■ **What you need to do**
The lines from the top of the data down to the line with "font-size:13px; font-weight:400; color:#a3a4a5" should be repeated exactly, both ends included.

===== Given records =====

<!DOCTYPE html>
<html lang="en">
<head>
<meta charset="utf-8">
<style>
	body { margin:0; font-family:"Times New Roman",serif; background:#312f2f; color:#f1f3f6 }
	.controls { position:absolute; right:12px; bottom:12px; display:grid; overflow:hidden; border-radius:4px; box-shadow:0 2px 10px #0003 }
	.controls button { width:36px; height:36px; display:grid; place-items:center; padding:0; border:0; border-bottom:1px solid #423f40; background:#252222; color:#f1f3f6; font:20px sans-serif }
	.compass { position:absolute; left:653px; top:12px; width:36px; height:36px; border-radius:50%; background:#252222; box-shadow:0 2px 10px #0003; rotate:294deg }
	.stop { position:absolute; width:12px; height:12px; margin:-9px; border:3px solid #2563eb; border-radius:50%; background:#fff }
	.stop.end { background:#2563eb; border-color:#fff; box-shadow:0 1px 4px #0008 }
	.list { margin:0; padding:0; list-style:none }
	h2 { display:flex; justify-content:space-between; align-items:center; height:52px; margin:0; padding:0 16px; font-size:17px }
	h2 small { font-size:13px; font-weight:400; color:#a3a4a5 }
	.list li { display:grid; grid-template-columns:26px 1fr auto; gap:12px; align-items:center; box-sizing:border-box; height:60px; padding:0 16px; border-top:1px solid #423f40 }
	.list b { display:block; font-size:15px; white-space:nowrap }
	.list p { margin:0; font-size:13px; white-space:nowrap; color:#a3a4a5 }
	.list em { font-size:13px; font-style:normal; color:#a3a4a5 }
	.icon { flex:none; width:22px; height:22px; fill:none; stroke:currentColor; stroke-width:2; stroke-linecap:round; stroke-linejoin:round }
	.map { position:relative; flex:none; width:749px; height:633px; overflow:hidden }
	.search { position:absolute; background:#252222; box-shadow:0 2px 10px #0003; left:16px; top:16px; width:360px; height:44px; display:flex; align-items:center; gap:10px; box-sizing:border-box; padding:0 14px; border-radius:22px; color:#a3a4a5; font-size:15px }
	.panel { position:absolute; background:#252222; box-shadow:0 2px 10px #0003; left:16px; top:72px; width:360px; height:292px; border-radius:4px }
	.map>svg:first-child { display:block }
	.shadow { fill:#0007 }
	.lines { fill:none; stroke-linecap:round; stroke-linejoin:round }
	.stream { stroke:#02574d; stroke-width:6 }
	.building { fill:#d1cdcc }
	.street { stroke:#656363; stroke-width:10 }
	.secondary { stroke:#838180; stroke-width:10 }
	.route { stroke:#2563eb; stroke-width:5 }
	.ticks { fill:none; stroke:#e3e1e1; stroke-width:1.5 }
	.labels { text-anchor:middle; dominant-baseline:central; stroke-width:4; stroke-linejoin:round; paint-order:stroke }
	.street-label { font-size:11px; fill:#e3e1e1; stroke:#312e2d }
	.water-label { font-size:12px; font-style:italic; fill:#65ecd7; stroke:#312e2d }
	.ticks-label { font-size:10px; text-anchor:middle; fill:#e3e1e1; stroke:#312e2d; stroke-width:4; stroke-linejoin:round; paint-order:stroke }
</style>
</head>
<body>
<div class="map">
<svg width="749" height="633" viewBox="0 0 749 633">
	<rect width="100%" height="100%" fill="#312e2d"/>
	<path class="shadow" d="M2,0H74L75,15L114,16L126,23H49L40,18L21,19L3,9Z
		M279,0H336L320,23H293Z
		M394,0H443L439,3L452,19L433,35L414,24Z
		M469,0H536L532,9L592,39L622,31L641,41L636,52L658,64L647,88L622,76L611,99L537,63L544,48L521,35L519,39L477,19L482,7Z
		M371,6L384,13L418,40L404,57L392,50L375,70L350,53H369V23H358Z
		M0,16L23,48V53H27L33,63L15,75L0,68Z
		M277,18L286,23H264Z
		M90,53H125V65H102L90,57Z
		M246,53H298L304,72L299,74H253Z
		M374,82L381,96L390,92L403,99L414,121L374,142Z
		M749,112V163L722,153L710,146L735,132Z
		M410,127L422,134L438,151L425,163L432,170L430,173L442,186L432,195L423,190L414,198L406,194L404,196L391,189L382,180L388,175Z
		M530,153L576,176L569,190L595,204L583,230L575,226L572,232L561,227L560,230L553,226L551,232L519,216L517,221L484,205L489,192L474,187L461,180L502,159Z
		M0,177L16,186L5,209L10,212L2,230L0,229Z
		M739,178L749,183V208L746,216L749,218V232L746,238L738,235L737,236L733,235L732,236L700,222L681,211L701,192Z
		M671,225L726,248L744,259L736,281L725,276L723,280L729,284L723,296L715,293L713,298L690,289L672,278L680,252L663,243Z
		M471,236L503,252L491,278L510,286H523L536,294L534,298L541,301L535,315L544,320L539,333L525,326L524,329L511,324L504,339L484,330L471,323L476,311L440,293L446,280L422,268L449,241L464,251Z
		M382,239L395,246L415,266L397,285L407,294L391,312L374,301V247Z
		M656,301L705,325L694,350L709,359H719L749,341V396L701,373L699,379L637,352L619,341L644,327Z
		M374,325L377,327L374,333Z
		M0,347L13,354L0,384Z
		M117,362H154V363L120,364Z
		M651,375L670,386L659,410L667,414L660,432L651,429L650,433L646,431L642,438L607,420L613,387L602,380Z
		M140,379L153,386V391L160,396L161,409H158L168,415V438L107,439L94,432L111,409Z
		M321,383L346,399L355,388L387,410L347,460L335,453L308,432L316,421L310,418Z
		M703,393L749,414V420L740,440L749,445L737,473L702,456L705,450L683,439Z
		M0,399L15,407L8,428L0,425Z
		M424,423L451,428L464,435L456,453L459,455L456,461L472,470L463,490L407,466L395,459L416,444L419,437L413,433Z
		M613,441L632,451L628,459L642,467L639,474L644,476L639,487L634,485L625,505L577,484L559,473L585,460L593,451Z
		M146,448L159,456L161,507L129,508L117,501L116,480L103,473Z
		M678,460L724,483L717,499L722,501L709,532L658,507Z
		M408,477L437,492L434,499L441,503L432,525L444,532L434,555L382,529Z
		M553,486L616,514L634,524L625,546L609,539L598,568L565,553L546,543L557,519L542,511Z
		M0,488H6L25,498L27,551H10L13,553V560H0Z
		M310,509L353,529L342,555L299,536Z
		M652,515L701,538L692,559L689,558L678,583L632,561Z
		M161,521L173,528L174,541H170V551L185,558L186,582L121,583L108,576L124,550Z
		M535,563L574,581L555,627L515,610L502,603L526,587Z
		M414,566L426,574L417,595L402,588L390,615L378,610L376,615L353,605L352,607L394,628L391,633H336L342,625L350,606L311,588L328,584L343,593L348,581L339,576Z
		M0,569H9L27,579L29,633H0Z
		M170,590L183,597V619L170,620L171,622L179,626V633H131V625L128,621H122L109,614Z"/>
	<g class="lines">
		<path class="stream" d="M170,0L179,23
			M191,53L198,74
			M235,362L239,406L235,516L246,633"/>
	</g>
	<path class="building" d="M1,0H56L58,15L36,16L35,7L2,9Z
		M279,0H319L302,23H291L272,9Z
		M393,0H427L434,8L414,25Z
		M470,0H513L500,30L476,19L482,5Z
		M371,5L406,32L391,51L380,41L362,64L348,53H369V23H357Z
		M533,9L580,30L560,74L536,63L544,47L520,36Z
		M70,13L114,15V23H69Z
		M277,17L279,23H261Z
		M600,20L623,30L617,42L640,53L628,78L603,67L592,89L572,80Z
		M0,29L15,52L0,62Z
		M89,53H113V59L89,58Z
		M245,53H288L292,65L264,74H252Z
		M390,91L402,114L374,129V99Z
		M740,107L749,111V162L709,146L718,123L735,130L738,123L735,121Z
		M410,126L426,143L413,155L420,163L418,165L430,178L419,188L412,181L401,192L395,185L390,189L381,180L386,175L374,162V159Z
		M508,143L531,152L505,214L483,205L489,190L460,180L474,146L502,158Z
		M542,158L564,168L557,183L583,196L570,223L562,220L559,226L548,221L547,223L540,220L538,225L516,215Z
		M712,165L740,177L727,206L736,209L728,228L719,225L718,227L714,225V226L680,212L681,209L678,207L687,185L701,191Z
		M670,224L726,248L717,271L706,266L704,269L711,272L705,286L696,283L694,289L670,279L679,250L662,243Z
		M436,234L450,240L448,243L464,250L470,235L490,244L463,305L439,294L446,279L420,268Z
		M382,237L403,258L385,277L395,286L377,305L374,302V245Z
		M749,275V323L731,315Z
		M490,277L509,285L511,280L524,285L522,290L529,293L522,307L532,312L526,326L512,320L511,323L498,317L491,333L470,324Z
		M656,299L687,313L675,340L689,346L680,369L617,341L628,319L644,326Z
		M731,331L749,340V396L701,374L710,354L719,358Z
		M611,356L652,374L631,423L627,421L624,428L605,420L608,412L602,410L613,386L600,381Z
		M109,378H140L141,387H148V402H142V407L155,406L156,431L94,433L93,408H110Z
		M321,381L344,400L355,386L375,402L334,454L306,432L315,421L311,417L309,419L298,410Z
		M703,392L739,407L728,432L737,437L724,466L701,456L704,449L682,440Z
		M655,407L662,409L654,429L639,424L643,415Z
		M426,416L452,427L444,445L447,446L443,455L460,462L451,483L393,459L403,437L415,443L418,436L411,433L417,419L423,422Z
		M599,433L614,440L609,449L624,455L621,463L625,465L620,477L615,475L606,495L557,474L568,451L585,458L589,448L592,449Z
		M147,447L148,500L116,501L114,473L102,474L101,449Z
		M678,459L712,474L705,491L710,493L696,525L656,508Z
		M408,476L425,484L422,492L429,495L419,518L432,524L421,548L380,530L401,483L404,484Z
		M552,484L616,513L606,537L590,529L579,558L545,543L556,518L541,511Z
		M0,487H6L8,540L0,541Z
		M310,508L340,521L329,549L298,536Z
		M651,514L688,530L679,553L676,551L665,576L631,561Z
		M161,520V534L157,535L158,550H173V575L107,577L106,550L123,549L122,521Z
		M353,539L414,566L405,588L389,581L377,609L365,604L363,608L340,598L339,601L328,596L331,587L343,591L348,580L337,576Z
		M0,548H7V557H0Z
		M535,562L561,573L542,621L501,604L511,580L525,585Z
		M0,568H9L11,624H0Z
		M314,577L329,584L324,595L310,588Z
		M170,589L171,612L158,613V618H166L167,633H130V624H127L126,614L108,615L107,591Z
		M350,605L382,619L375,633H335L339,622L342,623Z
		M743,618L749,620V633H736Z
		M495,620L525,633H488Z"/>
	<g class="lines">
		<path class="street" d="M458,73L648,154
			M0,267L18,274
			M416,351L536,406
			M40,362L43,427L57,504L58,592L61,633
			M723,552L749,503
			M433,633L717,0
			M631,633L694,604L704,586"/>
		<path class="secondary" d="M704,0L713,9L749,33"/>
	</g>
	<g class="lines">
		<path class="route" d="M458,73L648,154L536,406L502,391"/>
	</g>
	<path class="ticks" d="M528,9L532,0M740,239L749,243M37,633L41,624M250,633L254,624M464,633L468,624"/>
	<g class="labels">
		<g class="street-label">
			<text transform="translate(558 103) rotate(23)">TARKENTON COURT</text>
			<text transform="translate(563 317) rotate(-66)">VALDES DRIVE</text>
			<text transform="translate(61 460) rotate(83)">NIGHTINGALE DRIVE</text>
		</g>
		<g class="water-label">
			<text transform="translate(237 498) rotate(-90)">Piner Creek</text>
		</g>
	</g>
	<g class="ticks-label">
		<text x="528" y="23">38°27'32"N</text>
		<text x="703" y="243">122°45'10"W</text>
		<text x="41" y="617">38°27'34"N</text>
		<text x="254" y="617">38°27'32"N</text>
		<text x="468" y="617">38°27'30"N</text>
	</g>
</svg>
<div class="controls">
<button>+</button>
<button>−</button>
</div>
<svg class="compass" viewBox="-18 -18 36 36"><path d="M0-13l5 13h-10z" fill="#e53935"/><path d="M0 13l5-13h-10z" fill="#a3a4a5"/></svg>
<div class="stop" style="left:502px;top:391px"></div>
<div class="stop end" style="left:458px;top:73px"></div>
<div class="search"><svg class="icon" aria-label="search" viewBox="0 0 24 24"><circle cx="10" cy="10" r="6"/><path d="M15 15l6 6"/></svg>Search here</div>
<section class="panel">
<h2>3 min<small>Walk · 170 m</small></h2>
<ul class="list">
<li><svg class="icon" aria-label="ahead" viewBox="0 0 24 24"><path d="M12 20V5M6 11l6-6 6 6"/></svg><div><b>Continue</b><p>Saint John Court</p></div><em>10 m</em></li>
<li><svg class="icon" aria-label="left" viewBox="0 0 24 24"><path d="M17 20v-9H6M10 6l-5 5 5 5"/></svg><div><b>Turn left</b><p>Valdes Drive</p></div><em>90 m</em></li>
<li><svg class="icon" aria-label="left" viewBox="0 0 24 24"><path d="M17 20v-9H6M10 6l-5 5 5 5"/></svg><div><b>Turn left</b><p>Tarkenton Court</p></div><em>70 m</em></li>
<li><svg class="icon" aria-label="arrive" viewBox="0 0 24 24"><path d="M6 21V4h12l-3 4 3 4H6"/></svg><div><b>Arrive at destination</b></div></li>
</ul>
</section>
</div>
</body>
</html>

=====

■ **Exercise result**
<!DOCTYPE html>
<html lang="en">
<head>
<meta charset="utf-8">
<style>
	body { margin:0; font-family:"Times New Roman",serif; background:#312f2f; color:#f1f3f6 }
	.controls { position:absolute; right:12px; bottom:12px; display:grid; overflow:hidden; border-radius:4px; box-shadow:0 2px 10px #0003 }
	.controls button { width:36px; height:36px; display:grid; place-items:center; padding:0; border:0; border-bottom:1px solid #423f40; background:#252222; color:#f1f3f6; font:20px sans-serif }
	.compass { position:absolute; left:653px; top:12px; width:36px; height:36px; border-radius:50%; background:#252222; box-shadow:0 2px 10px #0003; rotate:294deg }
	.stop { position:absolute; width:12px; height:12px; margin:-9px; border:3px solid #2563eb; border-radius:50%; background:#fff }
	.stop.end { background:#2563eb; border-color:#fff; box-shadow:0 1px 4px #0008 }
	.list { margin:0; padding:0; list-style:none }
	h2 { display:flex; justify-content:space-between; align-items:center; height:52px; margin:0; padding:0 16px; font-size:17px }
	h2 small { font-size:13px; font-weight:400; color:#a3a4a5 }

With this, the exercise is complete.